Indeed, the mortgaged assets which exceed the principal of the mortgage indebtedness belong to the bondholders. Moreover, the debtor for the past year and a half has almost earned sufficient income to meet the interest requirements of the bonds. General creditors should not be permitted to share dollar for dollar in any part of this by holding preferred stock on a par with the bondholders. Such a plan does not preserve priorities. See Northern Pacific Ry. Co. v. Boyd, 228 U.S. 482, 33 S. Ct. 554, 57 L. Ed. 931.The arrears of interest is also secured and entitled to priority over the general creditors and preferred stockholders. In their interest claims the bondholders should be protected. They are not protected under the plan, for they are given only common stock. Such common stock is given share for share to the old preferred stockholders who have no equity left in the corporation and furnish no new consideration. Both the old preferred stockholders and the old common stockholders should be subordinated entirely, since the corporation, being insolvent, belongs to the creditors alone.
The total liabilities of the corporation exceed the assets by $84,000. There is therefore no equity for either the preferred or common stock and, without contributing a new consideration, the preferred stockholders should not receive new common stock share for share. This is the same class of preferred stock which goes to the first mortgage bondholders for their substantial interest claim.

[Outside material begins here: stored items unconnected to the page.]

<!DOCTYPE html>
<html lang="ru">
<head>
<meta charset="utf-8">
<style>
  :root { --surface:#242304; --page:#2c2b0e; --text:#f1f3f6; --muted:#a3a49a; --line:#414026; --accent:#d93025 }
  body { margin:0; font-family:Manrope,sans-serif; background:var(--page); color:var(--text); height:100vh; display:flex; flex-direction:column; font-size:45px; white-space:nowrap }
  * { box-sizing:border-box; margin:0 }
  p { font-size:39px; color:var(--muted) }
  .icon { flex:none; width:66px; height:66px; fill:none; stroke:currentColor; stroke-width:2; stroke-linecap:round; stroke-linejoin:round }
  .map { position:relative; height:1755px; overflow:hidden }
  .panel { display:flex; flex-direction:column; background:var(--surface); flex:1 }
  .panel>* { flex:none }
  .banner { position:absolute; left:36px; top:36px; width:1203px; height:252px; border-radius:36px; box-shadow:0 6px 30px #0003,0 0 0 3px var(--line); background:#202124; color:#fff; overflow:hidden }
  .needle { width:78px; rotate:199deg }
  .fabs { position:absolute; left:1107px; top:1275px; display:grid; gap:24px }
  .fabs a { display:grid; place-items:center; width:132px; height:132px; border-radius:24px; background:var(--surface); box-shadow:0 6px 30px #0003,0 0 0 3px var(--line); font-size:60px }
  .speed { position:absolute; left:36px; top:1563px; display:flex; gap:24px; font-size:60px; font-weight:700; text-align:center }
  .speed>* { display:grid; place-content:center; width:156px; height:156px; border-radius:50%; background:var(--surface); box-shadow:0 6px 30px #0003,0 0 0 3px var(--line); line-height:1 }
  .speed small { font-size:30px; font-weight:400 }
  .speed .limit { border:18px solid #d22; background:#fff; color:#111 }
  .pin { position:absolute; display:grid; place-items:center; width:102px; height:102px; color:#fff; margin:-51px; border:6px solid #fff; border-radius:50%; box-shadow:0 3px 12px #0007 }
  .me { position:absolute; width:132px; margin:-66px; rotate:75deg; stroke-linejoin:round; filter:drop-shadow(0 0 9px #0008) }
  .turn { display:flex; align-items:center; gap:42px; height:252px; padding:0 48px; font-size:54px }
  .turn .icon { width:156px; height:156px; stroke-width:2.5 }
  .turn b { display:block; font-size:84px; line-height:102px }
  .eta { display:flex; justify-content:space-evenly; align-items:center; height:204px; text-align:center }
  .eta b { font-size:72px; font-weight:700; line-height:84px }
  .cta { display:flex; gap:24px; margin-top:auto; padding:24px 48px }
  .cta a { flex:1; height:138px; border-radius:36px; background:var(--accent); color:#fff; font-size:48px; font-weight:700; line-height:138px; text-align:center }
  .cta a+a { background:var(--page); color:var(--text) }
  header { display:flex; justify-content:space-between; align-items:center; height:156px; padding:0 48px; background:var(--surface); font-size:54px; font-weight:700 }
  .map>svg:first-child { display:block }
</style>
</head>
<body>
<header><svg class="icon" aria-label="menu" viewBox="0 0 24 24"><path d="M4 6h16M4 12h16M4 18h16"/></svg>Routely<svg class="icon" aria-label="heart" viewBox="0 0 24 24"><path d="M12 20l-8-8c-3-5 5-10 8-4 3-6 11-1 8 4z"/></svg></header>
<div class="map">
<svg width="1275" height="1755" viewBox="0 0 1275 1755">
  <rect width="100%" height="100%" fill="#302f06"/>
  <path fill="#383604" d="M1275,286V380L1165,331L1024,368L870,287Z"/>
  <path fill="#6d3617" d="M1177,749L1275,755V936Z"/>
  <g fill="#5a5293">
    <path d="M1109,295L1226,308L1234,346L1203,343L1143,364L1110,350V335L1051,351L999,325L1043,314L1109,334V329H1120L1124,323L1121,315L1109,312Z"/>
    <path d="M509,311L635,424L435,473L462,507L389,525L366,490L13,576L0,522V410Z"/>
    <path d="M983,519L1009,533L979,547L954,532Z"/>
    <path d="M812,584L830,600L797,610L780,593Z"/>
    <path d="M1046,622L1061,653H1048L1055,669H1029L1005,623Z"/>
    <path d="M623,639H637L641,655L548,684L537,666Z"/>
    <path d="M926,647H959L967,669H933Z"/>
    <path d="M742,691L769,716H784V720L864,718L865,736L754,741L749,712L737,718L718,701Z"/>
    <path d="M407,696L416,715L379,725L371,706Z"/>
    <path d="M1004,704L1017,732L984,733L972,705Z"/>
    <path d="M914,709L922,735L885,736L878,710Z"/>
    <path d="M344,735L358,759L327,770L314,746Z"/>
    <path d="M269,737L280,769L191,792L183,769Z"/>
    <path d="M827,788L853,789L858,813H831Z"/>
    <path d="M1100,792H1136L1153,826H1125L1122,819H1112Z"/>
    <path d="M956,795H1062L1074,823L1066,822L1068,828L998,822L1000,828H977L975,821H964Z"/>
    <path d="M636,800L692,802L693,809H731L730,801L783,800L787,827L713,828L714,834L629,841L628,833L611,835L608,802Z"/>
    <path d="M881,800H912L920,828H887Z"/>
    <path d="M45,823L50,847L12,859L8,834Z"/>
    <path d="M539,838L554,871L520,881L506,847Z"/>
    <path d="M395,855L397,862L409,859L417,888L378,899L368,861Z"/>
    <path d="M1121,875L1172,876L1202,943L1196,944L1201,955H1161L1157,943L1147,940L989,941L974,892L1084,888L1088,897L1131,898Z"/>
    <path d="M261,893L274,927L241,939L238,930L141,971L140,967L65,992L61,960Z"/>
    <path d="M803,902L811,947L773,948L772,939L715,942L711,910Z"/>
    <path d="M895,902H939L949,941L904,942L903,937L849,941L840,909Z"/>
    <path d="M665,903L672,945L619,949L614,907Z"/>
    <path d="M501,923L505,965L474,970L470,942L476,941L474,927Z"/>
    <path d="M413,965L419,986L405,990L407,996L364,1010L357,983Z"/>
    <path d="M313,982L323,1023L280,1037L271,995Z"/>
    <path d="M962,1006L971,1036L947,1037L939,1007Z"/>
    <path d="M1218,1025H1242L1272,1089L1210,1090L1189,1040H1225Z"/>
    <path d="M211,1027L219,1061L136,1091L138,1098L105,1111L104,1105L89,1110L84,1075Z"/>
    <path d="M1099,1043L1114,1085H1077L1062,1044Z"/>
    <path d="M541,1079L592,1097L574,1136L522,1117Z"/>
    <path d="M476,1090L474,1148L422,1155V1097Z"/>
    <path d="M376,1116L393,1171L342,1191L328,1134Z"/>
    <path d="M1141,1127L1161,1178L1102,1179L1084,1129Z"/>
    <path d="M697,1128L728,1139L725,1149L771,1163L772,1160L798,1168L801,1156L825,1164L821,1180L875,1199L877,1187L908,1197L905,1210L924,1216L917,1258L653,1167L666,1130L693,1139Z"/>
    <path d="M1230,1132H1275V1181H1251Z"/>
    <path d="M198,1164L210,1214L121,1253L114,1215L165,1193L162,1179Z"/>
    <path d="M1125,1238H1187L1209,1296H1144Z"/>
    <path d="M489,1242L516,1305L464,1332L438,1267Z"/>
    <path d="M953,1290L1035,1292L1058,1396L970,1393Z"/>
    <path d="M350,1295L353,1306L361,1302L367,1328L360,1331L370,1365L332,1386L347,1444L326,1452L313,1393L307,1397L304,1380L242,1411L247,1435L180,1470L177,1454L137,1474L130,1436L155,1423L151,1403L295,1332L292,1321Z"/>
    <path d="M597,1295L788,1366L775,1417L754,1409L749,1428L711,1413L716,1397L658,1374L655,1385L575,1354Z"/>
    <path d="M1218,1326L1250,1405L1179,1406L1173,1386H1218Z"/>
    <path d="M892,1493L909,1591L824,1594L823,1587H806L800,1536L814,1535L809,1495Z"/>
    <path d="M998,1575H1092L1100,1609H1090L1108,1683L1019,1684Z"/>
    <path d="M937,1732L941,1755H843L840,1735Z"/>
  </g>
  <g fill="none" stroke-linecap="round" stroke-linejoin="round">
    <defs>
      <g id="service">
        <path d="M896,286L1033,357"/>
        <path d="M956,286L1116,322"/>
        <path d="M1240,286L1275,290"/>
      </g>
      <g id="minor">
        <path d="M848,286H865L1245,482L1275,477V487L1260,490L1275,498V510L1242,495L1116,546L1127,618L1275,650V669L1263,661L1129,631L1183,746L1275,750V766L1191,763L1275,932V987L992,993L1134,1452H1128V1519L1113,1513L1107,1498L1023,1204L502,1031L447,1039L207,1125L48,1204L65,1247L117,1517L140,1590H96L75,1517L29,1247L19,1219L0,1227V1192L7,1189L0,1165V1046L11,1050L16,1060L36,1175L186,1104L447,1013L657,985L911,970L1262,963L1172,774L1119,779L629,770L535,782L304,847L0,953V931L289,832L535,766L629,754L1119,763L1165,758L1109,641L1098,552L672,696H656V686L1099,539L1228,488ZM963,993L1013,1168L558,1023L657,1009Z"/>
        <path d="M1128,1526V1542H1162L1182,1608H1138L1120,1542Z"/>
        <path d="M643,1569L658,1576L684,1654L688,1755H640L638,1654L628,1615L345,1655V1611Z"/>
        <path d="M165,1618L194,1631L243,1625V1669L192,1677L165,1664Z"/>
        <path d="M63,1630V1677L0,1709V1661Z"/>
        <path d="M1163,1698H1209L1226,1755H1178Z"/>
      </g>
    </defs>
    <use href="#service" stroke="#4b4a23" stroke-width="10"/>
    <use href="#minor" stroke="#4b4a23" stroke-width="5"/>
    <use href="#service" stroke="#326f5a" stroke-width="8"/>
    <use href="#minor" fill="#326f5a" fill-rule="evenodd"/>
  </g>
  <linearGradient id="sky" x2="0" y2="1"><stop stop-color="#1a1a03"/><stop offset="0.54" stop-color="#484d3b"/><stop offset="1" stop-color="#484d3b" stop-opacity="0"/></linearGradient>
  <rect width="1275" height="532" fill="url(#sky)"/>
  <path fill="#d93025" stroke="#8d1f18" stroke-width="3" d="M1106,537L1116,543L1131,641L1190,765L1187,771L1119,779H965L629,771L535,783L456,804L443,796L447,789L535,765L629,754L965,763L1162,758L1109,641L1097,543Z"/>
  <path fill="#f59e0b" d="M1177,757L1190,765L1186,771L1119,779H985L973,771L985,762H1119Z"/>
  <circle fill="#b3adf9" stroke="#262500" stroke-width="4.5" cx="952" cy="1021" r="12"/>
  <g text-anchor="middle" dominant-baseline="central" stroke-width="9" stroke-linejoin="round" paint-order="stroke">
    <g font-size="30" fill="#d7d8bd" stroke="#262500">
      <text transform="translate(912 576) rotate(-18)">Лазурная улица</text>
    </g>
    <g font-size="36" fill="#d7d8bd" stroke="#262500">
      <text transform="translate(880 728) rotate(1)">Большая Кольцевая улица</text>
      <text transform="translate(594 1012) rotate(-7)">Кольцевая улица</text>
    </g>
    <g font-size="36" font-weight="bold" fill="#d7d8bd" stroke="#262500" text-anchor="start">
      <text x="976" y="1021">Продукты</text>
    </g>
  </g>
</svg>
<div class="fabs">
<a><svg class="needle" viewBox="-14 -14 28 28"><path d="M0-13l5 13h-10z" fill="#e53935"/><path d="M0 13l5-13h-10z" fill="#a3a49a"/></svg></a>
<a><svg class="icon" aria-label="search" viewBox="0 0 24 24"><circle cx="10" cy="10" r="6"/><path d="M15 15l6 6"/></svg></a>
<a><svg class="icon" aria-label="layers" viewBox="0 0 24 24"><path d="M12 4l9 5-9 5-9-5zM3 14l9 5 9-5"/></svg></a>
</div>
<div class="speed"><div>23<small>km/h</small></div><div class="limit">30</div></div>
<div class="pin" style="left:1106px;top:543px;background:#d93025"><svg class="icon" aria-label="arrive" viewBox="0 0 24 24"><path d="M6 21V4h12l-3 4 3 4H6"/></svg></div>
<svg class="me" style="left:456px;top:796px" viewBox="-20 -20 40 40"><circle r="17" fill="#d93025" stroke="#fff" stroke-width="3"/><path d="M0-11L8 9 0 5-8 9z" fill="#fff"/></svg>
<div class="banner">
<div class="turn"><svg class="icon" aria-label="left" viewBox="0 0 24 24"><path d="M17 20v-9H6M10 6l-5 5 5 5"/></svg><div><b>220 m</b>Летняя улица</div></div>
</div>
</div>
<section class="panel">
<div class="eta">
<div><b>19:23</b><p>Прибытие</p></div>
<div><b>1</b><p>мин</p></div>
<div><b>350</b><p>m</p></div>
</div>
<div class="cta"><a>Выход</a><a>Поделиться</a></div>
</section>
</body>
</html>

Approximately 45 per cent. of the new common stock is reserved to be issued by the board of directors to the management. This is to be done at some future day and at the discretion of the directors. It becomes unnecessary for us to pass upon the fairness of the issuance of such stock, if the bondholders who appeal are protected by securities which are prior in the corporate structure. The plan as proposed is unfair and should not have been confirmed.

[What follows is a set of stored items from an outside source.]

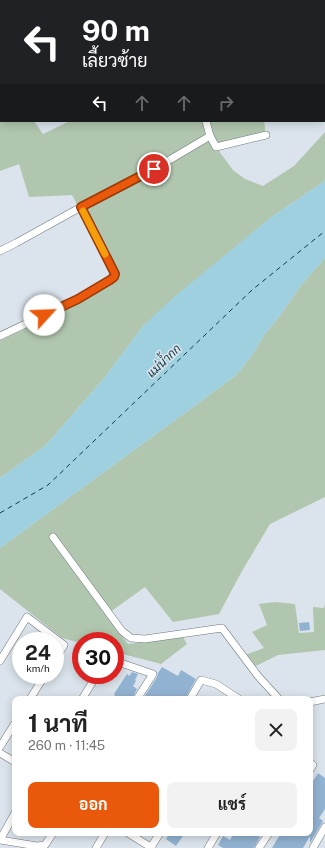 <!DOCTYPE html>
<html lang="th">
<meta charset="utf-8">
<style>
:root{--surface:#fff;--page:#f2f2f2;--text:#222;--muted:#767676;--accent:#ea580c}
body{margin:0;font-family:"Public Sans",Sarabun,sans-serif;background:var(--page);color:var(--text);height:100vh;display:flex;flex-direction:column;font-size:15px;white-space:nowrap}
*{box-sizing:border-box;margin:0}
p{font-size:13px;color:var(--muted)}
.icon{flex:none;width:22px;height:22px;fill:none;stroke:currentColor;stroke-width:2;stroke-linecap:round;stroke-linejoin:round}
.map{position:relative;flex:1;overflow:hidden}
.sheet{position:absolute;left:12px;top:696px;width:301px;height:140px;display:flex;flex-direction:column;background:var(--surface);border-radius:8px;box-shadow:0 2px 10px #0003}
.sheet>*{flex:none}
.top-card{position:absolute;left:0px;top:0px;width:325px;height:122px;box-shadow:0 2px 10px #0003;background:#202124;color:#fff;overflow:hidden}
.speed{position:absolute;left:12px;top:632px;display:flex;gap:8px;font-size:20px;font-weight:700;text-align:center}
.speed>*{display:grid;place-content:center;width:52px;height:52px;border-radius:50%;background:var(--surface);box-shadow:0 2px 10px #0003;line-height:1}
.speed small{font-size:10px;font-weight:400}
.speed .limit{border:6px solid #d22;background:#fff;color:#111}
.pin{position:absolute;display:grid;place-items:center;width:34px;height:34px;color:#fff;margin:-17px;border:2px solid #fff;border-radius:50%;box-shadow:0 1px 4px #0007}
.me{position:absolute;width:44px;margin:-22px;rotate:65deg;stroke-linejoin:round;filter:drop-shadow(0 0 3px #0008)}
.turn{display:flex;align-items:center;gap:14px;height:84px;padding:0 16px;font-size:18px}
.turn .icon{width:52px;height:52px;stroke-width:2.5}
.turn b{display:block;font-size:28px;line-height:34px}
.lanes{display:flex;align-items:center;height:38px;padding:0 16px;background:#0003;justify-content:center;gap:20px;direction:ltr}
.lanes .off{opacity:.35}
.round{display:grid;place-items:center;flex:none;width:42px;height:42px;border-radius:8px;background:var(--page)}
.summary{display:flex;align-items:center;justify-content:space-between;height:68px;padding:0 16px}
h1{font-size:24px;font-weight:700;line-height:30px}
.action{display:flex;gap:8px;margin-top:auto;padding:8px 16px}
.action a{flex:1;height:46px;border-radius:8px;background:var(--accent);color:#fff;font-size:16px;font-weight:700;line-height:46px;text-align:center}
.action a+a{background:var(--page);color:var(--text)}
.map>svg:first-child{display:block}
</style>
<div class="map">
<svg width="325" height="848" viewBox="0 0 325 848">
<rect width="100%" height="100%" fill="#dbe4ec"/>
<g fill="#b0c6ae">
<polygon points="0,72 1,73 1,121 34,121 43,134 70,121 264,121 266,135 216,147 233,170 245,179 263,186 294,166 325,132 325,179 323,182 270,218 143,326 105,377 46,445 0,478 0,336 113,277 117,278 72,195 29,197 19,164 0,171"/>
<polygon points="325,258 325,497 270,524 242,571 219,614 173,622 145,587 106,615 128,644 183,637 187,644 161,664 115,652 115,641 81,641 81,643 62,638 0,589 0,548 204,399 236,375 253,354 264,335 278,318 302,284"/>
<polygon points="275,602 295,604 299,633 314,632 313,607 324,608 325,603 325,650 278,655 252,668 245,655 264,648 252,632 267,625 259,604"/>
</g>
<polygon fill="#9fd0e0" points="325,179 325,258 302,284 278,318 264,335 253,354 236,375 204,399 0,548 0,478 46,445 105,377 143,326 174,297 270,218 323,182"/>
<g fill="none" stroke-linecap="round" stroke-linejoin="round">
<polyline stroke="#103c49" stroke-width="1" stroke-dasharray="5 4" stroke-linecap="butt" points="0,513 48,485 252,290 325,231"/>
</g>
<g fill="#91b2d0">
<polygon points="309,622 310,630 300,631 299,623"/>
<polygon points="162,667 178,676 181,670 196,679 185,699 143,699 157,677 158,673"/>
<polygon points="132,672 138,674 135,680 136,681 133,686 137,689 132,699 112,699 115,695 114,694 127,674 129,676"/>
<polygon points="318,773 325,778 325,809 319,818 323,821 310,843 310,836 303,848 272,848 281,833 289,833 293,836 296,833 310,833 310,786"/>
<polygon points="170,833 185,833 176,846 166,839"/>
<polygon points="234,833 254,833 260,837 254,848 223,848 218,845 223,836 230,840"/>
</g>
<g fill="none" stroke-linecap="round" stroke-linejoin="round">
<g stroke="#6f777e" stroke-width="8">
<g id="minor">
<polyline points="189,0 189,1"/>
<polyline points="206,121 210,136 216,147 266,135"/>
<polyline points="0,251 16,243 81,207 166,162 210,136"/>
<path d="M 0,336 L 78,299 L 110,280 C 113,277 115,276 114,271 L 81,207"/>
<polyline points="53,537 122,631 131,638 145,639 222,628 258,676 279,699"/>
<polyline points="0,661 27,617 64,645 55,659"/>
<polyline points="115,661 153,674 137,699"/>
<polyline points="30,699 45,675"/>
<polyline points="82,699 97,675"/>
<polyline points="190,699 201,680 216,684 239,699"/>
<polyline points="310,702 325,699"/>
<polyline points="0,747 15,723"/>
<polyline points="0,753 15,762"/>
<polyline points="310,762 313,765 310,770"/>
<polyline points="15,813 0,840 37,846 45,845 53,833"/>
<polyline points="128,833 152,848"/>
<polyline points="151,847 160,833"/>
<polyline points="96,848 105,833"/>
<polyline points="208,848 217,833"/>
<polyline points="259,848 269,833"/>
<polyline points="313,848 325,827"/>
</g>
</g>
<use href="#minor" stroke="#fff" stroke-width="7"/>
</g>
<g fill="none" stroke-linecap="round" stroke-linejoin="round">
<g stroke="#983908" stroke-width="10">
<polyline id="route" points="44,315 78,299 110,280 114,277 115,274 111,266 81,207 154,169"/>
</g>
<use href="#route" stroke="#ea580c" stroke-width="7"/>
<polyline stroke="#f59e0b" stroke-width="7" points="83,211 105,254"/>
</g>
<g text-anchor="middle" stroke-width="3" stroke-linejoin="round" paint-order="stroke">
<g font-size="12" font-style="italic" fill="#103c49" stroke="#dbe4ec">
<text transform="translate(164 361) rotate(-44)" y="4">แม่น้ำกก</text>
</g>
</g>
</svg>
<div class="speed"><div>24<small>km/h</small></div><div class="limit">30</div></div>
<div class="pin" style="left:154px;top:169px;background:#d93025"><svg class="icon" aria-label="arrive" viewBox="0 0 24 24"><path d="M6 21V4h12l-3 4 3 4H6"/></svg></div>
<svg class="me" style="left:44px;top:315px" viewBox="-20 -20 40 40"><circle r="19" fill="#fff"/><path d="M0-13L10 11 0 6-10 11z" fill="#ea580c"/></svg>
<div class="top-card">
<div class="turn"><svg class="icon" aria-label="left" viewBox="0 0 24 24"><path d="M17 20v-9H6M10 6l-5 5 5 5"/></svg><div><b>90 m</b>เลี้ยวซ้าย</div></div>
<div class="lanes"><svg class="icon" aria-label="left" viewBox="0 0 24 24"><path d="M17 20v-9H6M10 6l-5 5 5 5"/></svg><svg class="icon off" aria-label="ahead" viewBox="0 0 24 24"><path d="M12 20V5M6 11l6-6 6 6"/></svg><svg class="icon off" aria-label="ahead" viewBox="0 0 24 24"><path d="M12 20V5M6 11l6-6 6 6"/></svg><svg class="icon off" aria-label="right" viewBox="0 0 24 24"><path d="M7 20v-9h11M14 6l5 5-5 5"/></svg></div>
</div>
<section class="sheet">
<div class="summary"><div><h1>1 นาที</h1><p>260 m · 11:45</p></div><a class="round"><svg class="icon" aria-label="close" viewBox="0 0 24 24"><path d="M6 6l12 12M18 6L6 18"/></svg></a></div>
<div class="action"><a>ออก</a><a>แชร์</a></div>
</section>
</div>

It is the duty of the court to scrutinize the plans of reorganization proposed for insolvent companies to make certain that the assets belonging to creditors are not by indirection diverted to stockholders. In re New York Rys. Corp., 2 Cir., 82 F.2d 739; In re Barclay Park Corp., supra. Here the bondholders could, if the mortgage had been foreclosed, have acquired the legal ownership and full control. The plan fails to protect them and takes away upwards of 50 per cent. of their lien, and is therefore an unjust and unfair plan as to appellants.
The fact that a large majority of the bondholders approved the plan is of no avail to sustain it. In re Barclay Park Corp., supra; First Nat. Bank v. Flersheim, 290 U.S. 504, 54 S. Ct. 298, 78 L. Ed. 465, 90 A.L.R. 391. For these reasons the order appealed from is reversed.